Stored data

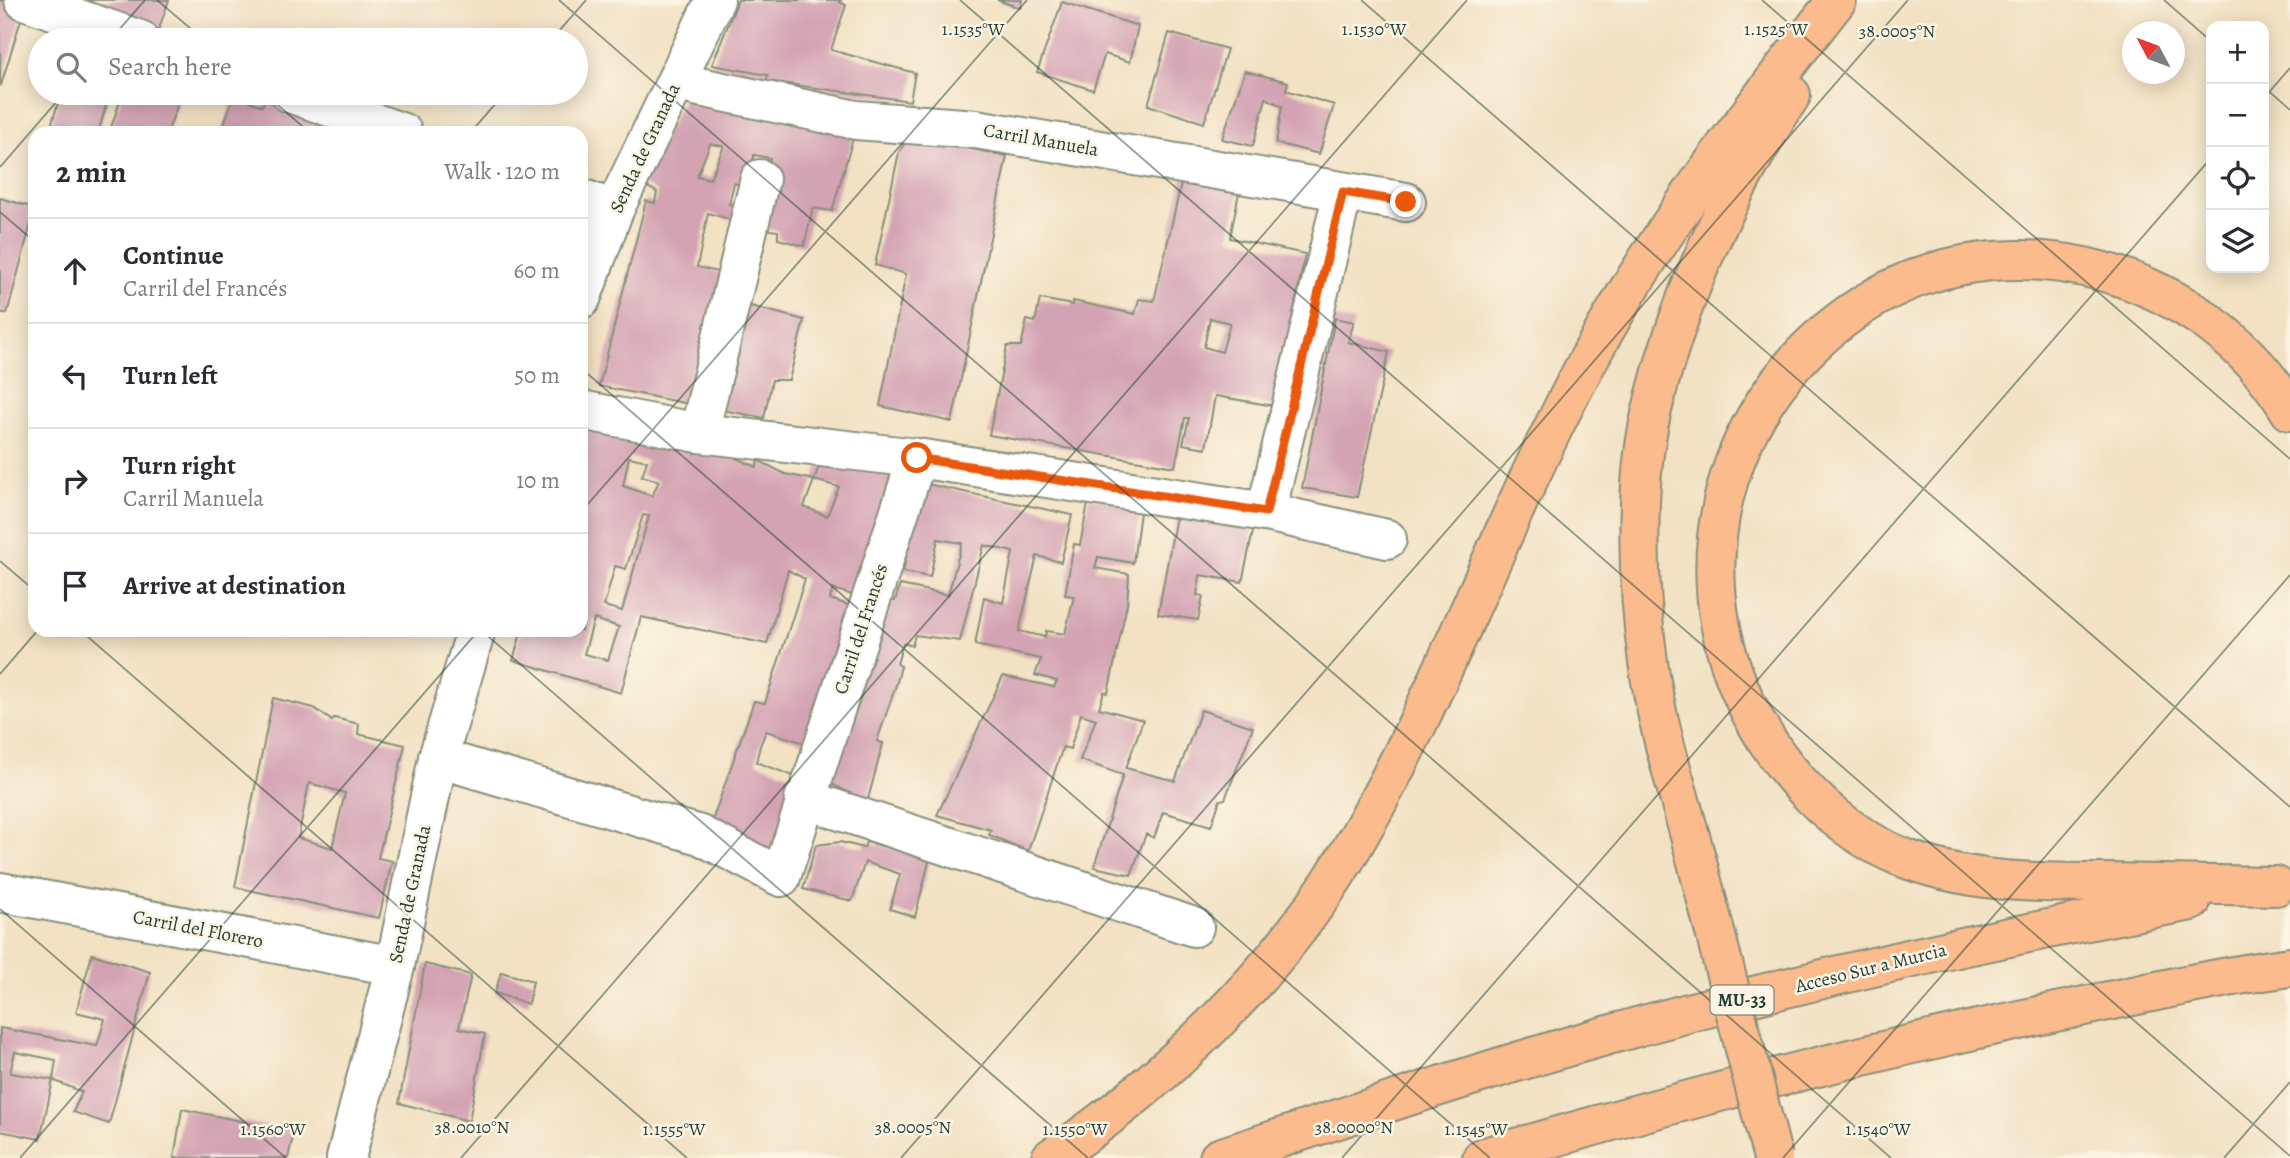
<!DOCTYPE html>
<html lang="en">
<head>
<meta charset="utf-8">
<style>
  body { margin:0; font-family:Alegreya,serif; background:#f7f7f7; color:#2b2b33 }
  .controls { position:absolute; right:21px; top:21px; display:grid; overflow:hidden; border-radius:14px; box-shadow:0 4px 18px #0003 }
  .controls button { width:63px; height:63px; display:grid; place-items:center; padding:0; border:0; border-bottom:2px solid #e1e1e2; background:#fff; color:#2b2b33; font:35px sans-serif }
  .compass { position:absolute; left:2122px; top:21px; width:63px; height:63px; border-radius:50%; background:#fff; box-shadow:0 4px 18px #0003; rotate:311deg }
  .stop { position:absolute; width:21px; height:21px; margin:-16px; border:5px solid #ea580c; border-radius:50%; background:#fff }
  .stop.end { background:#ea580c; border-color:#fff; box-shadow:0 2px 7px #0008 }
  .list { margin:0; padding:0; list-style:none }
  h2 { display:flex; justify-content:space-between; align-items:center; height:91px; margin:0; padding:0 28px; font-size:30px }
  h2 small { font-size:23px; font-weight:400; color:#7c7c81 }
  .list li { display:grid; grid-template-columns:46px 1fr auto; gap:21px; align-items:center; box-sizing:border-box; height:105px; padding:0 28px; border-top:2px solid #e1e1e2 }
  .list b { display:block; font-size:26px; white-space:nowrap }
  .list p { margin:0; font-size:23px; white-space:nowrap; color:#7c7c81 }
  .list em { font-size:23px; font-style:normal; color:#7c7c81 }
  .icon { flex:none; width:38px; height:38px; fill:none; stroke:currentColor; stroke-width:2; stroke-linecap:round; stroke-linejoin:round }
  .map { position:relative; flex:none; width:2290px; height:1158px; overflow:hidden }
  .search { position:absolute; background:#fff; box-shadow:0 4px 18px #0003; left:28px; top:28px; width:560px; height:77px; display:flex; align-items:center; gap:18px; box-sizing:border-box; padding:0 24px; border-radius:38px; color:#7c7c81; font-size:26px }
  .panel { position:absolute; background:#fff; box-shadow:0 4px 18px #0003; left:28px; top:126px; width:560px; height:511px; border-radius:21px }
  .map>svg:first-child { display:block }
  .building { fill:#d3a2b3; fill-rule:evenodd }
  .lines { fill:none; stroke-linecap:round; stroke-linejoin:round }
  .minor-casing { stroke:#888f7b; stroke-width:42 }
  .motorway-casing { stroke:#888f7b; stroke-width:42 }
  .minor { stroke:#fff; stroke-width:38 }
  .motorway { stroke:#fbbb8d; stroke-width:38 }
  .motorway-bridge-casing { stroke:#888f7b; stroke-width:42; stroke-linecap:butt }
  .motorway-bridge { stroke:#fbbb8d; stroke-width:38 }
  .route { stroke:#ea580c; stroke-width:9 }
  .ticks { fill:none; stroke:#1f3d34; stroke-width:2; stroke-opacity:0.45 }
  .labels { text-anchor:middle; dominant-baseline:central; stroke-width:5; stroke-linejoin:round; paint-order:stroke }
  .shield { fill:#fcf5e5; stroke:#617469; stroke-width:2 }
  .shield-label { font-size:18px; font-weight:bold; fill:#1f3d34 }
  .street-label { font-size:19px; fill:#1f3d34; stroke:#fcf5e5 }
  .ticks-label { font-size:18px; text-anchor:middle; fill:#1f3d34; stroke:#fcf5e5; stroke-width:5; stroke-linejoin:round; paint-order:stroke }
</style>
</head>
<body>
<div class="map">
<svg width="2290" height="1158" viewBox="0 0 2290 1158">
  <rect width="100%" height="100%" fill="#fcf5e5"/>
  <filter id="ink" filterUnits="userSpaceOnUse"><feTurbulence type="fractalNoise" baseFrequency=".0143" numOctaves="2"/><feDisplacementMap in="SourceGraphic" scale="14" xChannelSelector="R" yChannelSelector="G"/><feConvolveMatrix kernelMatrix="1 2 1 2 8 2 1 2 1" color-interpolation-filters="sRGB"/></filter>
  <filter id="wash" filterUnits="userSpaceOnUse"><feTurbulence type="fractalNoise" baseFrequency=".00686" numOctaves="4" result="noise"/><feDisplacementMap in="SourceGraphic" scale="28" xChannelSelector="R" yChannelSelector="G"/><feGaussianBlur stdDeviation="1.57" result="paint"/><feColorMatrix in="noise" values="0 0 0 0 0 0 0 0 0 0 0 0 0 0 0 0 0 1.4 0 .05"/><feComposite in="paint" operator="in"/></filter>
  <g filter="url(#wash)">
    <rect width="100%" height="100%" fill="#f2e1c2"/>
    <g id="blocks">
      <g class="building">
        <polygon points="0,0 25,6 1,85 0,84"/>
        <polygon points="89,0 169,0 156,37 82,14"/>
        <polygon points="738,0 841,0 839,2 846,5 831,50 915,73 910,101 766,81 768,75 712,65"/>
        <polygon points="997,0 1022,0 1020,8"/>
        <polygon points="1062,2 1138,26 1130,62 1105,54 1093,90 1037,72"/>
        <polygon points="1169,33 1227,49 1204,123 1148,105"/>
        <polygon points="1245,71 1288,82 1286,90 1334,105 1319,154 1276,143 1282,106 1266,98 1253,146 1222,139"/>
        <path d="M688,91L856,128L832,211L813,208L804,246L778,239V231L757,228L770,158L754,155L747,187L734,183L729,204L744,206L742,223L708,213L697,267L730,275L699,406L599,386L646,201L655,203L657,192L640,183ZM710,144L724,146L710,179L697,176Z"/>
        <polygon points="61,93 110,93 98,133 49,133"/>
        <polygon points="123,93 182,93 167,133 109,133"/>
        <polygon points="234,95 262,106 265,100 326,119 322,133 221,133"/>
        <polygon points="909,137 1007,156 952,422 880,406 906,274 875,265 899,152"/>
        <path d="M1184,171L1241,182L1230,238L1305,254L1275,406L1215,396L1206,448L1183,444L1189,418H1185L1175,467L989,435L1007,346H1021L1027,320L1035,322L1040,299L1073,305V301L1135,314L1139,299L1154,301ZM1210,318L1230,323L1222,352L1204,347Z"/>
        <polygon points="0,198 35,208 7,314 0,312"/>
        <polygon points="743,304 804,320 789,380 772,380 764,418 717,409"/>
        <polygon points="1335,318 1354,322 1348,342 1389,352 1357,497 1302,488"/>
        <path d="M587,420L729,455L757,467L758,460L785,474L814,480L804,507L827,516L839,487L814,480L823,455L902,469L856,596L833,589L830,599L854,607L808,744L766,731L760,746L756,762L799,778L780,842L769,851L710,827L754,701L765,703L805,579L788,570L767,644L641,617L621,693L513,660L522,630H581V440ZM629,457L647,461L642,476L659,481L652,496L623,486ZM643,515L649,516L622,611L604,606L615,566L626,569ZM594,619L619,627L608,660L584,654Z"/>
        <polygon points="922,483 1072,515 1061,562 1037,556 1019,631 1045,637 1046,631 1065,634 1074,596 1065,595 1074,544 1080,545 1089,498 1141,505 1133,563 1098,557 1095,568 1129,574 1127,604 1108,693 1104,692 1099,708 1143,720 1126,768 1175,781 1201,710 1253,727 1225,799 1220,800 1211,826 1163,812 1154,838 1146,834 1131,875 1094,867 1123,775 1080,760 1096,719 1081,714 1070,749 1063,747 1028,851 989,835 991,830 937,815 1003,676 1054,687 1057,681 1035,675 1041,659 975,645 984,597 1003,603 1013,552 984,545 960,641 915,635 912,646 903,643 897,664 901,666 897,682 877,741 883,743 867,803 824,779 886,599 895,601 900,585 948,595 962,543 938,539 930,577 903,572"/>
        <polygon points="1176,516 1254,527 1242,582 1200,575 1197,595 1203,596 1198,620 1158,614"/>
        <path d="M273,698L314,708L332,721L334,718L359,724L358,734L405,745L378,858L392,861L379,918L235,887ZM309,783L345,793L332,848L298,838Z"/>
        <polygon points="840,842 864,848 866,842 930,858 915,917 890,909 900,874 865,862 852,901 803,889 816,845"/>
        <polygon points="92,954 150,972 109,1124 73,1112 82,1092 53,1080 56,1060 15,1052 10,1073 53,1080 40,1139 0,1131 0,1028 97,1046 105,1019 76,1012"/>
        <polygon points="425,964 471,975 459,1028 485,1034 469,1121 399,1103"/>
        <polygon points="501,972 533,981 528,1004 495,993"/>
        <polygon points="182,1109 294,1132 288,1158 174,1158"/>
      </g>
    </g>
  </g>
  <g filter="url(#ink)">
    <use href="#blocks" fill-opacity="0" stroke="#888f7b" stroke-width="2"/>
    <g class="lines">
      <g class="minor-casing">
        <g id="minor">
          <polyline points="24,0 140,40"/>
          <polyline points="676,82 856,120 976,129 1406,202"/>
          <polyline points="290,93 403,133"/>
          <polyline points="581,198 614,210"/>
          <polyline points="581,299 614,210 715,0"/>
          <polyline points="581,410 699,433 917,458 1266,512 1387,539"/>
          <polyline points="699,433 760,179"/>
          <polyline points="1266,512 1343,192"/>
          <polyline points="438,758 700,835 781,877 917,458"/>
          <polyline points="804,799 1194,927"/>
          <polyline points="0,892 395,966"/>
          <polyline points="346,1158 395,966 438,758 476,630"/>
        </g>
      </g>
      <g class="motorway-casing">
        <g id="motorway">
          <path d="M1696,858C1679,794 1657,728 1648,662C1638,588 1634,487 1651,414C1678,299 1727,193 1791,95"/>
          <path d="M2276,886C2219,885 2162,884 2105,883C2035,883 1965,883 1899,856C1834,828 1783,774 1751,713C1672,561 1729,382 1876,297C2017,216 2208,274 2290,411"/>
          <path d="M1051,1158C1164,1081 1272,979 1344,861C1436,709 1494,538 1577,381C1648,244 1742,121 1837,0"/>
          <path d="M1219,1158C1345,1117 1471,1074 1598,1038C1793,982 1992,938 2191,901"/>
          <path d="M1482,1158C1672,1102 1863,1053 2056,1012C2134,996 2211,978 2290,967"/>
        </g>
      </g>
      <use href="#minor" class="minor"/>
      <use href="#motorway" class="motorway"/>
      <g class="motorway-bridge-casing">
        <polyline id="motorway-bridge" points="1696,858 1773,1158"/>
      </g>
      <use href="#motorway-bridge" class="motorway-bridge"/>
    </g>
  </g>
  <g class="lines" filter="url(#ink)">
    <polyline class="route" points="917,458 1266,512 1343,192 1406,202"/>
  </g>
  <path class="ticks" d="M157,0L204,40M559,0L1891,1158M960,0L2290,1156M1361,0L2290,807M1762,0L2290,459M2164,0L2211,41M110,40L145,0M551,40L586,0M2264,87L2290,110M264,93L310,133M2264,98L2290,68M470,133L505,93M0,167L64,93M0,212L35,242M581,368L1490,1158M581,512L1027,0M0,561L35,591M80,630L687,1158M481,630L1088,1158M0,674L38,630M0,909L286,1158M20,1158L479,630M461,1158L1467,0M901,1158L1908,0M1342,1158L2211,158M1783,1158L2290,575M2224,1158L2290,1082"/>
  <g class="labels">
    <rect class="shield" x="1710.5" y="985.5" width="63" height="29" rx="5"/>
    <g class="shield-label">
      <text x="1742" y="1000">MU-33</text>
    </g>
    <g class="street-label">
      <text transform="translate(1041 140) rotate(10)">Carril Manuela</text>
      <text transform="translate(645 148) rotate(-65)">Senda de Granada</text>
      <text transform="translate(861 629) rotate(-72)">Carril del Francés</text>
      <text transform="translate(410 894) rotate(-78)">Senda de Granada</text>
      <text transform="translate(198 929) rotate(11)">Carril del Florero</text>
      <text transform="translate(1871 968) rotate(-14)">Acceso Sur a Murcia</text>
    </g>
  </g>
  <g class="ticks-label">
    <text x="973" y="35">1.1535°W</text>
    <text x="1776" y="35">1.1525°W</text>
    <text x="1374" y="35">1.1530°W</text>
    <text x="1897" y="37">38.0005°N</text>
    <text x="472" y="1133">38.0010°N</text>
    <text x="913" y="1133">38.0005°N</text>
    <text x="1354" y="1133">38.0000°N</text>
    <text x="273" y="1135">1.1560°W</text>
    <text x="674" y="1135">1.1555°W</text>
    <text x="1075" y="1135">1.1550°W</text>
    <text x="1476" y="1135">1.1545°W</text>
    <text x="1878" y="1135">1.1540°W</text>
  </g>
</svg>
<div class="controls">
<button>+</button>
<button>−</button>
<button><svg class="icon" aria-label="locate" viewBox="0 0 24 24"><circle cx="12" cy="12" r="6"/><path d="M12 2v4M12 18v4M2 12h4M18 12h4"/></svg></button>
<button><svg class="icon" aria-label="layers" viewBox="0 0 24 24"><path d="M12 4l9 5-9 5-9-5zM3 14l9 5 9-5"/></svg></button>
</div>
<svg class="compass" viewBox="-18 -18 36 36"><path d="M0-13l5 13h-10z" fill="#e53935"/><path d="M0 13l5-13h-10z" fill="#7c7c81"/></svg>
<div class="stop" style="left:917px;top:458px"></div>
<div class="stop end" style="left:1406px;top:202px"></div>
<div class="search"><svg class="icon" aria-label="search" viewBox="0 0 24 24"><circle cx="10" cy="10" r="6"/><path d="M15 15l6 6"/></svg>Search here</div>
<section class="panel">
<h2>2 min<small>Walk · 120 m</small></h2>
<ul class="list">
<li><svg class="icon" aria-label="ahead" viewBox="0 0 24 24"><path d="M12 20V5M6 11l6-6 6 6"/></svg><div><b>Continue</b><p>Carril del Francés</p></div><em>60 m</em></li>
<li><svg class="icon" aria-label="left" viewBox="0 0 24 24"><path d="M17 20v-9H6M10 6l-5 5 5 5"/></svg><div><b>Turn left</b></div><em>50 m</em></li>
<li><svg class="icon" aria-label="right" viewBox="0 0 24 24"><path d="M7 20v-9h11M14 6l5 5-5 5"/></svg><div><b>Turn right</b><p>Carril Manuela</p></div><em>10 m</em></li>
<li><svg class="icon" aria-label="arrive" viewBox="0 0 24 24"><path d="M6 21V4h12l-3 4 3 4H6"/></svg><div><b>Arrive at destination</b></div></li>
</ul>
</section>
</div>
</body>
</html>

■ **Goal of the exercise**
Restate the data word for word from its first line through the line with "position:absolute; right:21px; top:21px;", leaving out any picture along the way.

■ **Exercise output**
<!DOCTYPE html>
<html lang="en">
<head>
<meta charset="utf-8">
<style>
  body { margin:0; font-family:Alegreya,serif; background:#f7f7f7; color:#2b2b33 }
  .controls { position:absolute; right:21px; top:21px; display:grid; overflow:hidden; border-radius:14px; box-shadow:0 4px 18px #0003 }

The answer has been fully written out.